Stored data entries
↓
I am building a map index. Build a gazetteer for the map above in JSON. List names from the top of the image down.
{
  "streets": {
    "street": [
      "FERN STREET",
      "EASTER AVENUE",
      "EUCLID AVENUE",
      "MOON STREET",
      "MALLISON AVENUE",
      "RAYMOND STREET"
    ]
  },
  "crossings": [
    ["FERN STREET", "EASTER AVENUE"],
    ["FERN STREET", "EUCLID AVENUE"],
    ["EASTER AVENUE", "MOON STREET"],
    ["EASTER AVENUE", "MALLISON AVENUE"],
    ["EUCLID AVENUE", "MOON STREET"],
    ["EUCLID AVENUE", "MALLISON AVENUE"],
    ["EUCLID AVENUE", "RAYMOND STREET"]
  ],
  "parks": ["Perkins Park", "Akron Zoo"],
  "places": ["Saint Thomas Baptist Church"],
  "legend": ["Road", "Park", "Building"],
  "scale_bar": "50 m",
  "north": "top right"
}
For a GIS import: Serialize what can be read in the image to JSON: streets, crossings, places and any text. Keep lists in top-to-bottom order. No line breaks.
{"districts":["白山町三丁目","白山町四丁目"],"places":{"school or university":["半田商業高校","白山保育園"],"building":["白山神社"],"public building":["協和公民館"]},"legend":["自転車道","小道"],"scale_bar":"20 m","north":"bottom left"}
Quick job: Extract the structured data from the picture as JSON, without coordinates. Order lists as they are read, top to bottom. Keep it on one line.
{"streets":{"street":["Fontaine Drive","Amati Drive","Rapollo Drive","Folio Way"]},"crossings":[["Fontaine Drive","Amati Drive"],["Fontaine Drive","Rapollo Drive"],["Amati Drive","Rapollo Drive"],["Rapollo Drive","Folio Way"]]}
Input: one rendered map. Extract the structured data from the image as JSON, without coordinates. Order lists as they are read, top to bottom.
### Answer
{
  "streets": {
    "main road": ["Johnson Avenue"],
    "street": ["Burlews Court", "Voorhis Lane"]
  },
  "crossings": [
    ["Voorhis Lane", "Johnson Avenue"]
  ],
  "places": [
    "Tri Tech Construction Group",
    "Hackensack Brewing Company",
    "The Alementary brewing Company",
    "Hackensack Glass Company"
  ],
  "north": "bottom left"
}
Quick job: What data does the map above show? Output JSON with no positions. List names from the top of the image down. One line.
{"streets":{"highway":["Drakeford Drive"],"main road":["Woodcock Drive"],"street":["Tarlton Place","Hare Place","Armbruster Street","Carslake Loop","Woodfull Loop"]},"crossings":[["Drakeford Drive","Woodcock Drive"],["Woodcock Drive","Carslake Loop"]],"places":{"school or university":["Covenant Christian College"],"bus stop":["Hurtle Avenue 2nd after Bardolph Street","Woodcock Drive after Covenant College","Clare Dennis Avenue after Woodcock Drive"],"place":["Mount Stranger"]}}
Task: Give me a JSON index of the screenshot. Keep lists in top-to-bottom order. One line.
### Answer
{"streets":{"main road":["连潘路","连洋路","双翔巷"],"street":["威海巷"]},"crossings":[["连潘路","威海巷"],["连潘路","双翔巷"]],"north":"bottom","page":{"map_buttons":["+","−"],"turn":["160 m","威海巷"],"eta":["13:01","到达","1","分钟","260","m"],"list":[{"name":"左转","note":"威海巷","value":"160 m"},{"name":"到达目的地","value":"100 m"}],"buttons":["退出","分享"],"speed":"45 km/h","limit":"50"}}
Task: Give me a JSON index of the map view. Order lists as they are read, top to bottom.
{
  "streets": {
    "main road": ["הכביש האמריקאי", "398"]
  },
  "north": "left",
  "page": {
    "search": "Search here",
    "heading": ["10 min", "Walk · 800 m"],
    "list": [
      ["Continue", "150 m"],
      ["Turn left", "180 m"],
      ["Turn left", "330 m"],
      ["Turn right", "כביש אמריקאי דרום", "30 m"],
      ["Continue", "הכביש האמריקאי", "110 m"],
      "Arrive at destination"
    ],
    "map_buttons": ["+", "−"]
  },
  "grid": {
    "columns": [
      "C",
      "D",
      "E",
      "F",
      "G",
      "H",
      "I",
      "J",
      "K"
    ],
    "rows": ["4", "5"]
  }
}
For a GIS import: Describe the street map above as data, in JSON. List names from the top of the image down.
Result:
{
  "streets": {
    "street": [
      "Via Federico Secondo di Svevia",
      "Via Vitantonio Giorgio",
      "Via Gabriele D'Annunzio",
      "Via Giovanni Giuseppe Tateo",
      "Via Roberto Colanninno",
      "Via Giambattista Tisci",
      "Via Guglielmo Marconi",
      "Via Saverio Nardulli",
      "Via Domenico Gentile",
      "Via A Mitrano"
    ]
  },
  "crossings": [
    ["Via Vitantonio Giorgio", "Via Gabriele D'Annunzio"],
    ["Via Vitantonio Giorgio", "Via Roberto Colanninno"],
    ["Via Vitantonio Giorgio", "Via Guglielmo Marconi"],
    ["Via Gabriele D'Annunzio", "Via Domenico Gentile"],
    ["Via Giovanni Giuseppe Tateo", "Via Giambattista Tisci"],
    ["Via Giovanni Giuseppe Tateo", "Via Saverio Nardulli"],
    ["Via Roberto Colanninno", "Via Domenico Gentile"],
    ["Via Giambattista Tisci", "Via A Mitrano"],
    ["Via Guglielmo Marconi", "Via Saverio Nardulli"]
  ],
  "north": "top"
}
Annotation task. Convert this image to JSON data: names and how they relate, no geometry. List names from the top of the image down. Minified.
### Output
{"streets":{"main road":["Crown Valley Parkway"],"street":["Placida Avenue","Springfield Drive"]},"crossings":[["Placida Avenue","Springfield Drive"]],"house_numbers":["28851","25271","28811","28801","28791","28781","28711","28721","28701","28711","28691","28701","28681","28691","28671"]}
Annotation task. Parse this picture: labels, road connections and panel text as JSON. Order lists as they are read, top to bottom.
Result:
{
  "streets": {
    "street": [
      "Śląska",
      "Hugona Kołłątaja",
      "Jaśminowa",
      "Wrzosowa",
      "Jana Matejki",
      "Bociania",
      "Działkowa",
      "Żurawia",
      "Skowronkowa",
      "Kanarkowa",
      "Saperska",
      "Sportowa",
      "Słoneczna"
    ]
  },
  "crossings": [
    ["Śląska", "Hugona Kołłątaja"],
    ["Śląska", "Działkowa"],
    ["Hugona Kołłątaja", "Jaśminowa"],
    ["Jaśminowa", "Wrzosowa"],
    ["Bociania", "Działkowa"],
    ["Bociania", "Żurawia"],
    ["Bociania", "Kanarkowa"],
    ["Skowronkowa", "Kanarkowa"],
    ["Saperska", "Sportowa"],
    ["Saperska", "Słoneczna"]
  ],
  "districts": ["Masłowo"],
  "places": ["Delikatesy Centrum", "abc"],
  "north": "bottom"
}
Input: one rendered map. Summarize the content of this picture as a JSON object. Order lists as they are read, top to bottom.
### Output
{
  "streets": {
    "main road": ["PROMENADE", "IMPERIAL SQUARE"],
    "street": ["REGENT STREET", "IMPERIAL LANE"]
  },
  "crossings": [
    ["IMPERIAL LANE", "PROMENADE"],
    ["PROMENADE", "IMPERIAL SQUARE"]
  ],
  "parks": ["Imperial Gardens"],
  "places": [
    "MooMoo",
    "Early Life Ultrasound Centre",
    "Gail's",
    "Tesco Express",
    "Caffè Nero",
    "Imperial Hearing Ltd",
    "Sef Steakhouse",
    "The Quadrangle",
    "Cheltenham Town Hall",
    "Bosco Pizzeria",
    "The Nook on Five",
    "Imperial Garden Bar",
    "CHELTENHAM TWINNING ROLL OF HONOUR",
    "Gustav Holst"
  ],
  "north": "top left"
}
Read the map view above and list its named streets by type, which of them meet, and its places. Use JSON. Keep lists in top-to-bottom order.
↑
• _EXERCISE DETAILS_: Extract the full set of entries word for word.

• _TASK ANSWER_:
I am building a map index. Build a gazetteer for the map above in JSON. List names from the top of the image down.
{
  "streets": {
    "street": [
      "FERN STREET",
      "EASTER AVENUE",
      "EUCLID AVENUE",
      "MOON STREET",
      "MALLISON AVENUE",
      "RAYMOND STREET"
    ]
  },
  "crossings": [
    ["FERN STREET", "EASTER AVENUE"],
    ["FERN STREET", "EUCLID AVENUE"],
    ["EASTER AVENUE", "MOON STREET"],
    ["EASTER AVENUE", "MALLISON AVENUE"],
    ["EUCLID AVENUE", "MOON STREET"],
    ["EUCLID AVENUE", "MALLISON AVENUE"],
    ["EUCLID AVENUE", "RAYMOND STREET"]
  ],
  "parks": ["Perkins Park", "Akron Zoo"],
  "places": ["Saint Thomas Baptist Church"],
  "legend": ["Road", "Park", "Building"],
  "scale_bar": "50 m",
  "north": "top right"
}
For a GIS import: Serialize what can be read in the image to JSON: streets, crossings, places and any text. Keep lists in top-to-bottom order. No line breaks.
{"districts":["白山町三丁目","白山町四丁目"],"places":{"school or university":["半田商業高校","白山保育園"],"building":["白山神社"],"public building":["協和公民館"]},"legend":["自転車道","小道"],"scale_bar":"20 m","north":"bottom left"}
Quick job: Extract the structured data from the picture as JSON, without coordinates. Order lists as they are read, top to bottom. Keep it on one line.
{"streets":{"street":["Fontaine Drive","Amati Drive","Rapollo Drive","Folio Way"]},"crossings":[["Fontaine Drive","Amati Drive"],["Fontaine Drive","Rapollo Drive"],["Amati Drive","Rapollo Drive"],["Rapollo Drive","Folio Way"]]}
Input: one rendered map. Extract the structured data from the image as JSON, without coordinates. Order lists as they are read, top to bottom.
### Answer
{
  "streets": {
    "main road": ["Johnson Avenue"],
    "street": ["Burlews Court", "Voorhis Lane"]
  },
  "crossings": [
    ["Voorhis Lane", "Johnson Avenue"]
  ],
  "places": [
    "Tri Tech Construction Group",
    "Hackensack Brewing Company",
    "The Alementary brewing Company",
    "Hackensack Glass Company"
  ],
  "north": "bottom left"
}
Quick job: What data does the map above show? Output JSON with no positions. List names from the top of the image down. One line.
{"streets":{"highway":["Drakeford Drive"],"main road":["Woodcock Drive"],"street":["Tarlton Place","Hare Place","Armbruster Street","Carslake Loop","Woodfull Loop"]},"crossings":[["Drakeford Drive","Woodcock Drive"],["Woodcock Drive","Carslake Loop"]],"places":{"school or university":["Covenant Christian College"],"bus stop":["Hurtle Avenue 2nd after Bardolph Street","Woodcock Drive after Covenant College","Clare Dennis Avenue after Woodcock Drive"],"place":["Mount Stranger"]}}
Task: Give me a JSON index of the screenshot. Keep lists in top-to-bottom order. One line.
### Answer
{"streets":{"main road":["连潘路","连洋路","双翔巷"],"street":["威海巷"]},"crossings":[["连潘路","威海巷"],["连潘路","双翔巷"]],"north":"bottom","page":{"map_buttons":["+","−"],"turn":["160 m","威海巷"],"eta":["13:01","到达","1","分钟","260","m"],"list":[{"name":"左转","note":"威海巷","value":"160 m"},{"name":"到达目的地","value":"100 m"}],"buttons":["退出","分享"],"speed":"45 km/h","limit":"50"}}
Task: Give me a JSON index of the map view. Order lists as they are read, top to bottom.
{
  "streets": {
    "main road": ["הכביש האמריקאי", "398"]
  },
  "north": "left",
  "page": {
    "search": "Search here",
    "heading": ["10 min", "Walk · 800 m"],
    "list": [
      ["Continue", "150 m"],
      ["Turn left", "180 m"],
      ["Turn left", "330 m"],
      ["Turn right", "כביש אמריקאי דרום", "30 m"],
      ["Continue", "הכביש האמריקאי", "110 m"],
      "Arrive at destination"
    ],
    "map_buttons": ["+", "−"]
  },
  "grid": {
    "columns": [
      "C",
      "D",
      "E",
      "F",
      "G",
      "H",
      "I",
      "J",
      "K"
    ],
    "rows": ["4", "5"]
  }
}
For a GIS import: Describe the street map above as data, in JSON. List names from the top of the image down.
Result:
{
  "streets": {
    "street": [
      "Via Federico Secondo di Svevia",
      "Via Vitantonio Giorgio",
      "Via Gabriele D'Annunzio",
      "Via Giovanni Giuseppe Tateo",
      "Via Roberto Colanninno",
      "Via Giambattista Tisci",
      "Via Guglielmo Marconi",
      "Via Saverio Nardulli",
      "Via Domenico Gentile",
      "Via A Mitrano"
    ]
  },
  "crossings": [
    ["Via Vitantonio Giorgio", "Via Gabriele D'Annunzio"],
    ["Via Vitantonio Giorgio", "Via Roberto Colanninno"],
    ["Via Vitantonio Giorgio", "Via Guglielmo Marconi"],
    ["Via Gabriele D'Annunzio", "Via Domenico Gentile"],
    ["Via Giovanni Giuseppe Tateo", "Via Giambattista Tisci"],
    ["Via Giovanni Giuseppe Tateo", "Via Saverio Nardulli"],
    ["Via Roberto Colanninno", "Via Domenico Gentile"],
    ["Via Giambattista Tisci", "Via A Mitrano"],
    ["Via Guglielmo Marconi", "Via Saverio Nardulli"]
  ],
  "north": "top"
}
Annotation task. Convert this image to JSON data: names and how they relate, no geometry. List names from the top of the image down. Minified.
### Output
{"streets":{"main road":["Crown Valley Parkway"],"street":["Placida Avenue","Springfield Drive"]},"crossings":[["Placida Avenue","Springfield Drive"]],"house_numbers":["28851","25271","28811","28801","28791","28781","28711","28721","28701","28711","28691","28701","28681","28691","28671"]}
Annotation task. Parse this picture: labels, road connections and panel text as JSON. Order lists as they are read, top to bottom.
Result:
{
  "streets": {
    "street": [
      "Śląska",
      "Hugona Kołłątaja",
      "Jaśminowa",
      "Wrzosowa",
      "Jana Matejki",
      "Bociania",
      "Działkowa",
      "Żurawia",
      "Skowronkowa",
      "Kanarkowa",
      "Saperska",
      "Sportowa",
      "Słoneczna"
    ]
  },
  "crossings": [
    ["Śląska", "Hugona Kołłątaja"],
    ["Śląska", "Działkowa"],
    ["Hugona Kołłątaja", "Jaśminowa"],
    ["Jaśminowa", "Wrzosowa"],
    ["Bociania", "Działkowa"],
    ["Bociania", "Żurawia"],
    ["Bociania", "Kanarkowa"],
    ["Skowronkowa", "Kanarkowa"],
    ["Saperska", "Sportowa"],
    ["Saperska", "Słoneczna"]
  ],
  "districts": ["Masłowo"],
  "places": ["Delikatesy Centrum", "abc"],
  "north": "bottom"
}
Input: one rendered map. Summarize the content of this picture as a JSON object. Order lists as they are read, top to bottom.
### Output
{
  "streets": {
    "main road": ["PROMENADE", "IMPERIAL SQUARE"],
    "street": ["REGENT STREET", "IMPERIAL LANE"]
  },
  "crossings": [
    ["IMPERIAL LANE", "PROMENADE"],
    ["PROMENADE", "IMPERIAL SQUARE"]
  ],
  "parks": ["Imperial Gardens"],
  "places": [
    "MooMoo",
    "Early Life Ultrasound Centre",
    "Gail's",
    "Tesco Express",
    "Caffè Nero",
    "Imperial Hearing Ltd",
    "Sef Steakhouse",
    "The Quadrangle",
    "Cheltenham Town Hall",
    "Bosco Pizzeria",
    "The Nook on Five",
    "Imperial Garden Bar",
    "CHELTENHAM TWINNING ROLL OF HONOUR",
    "Gustav Holst"
  ],
  "north": "top left"
}
Read the map view above and list its named streets by type, which of them meet, and its places. Use JSON. Keep lists in top-to-bottom order.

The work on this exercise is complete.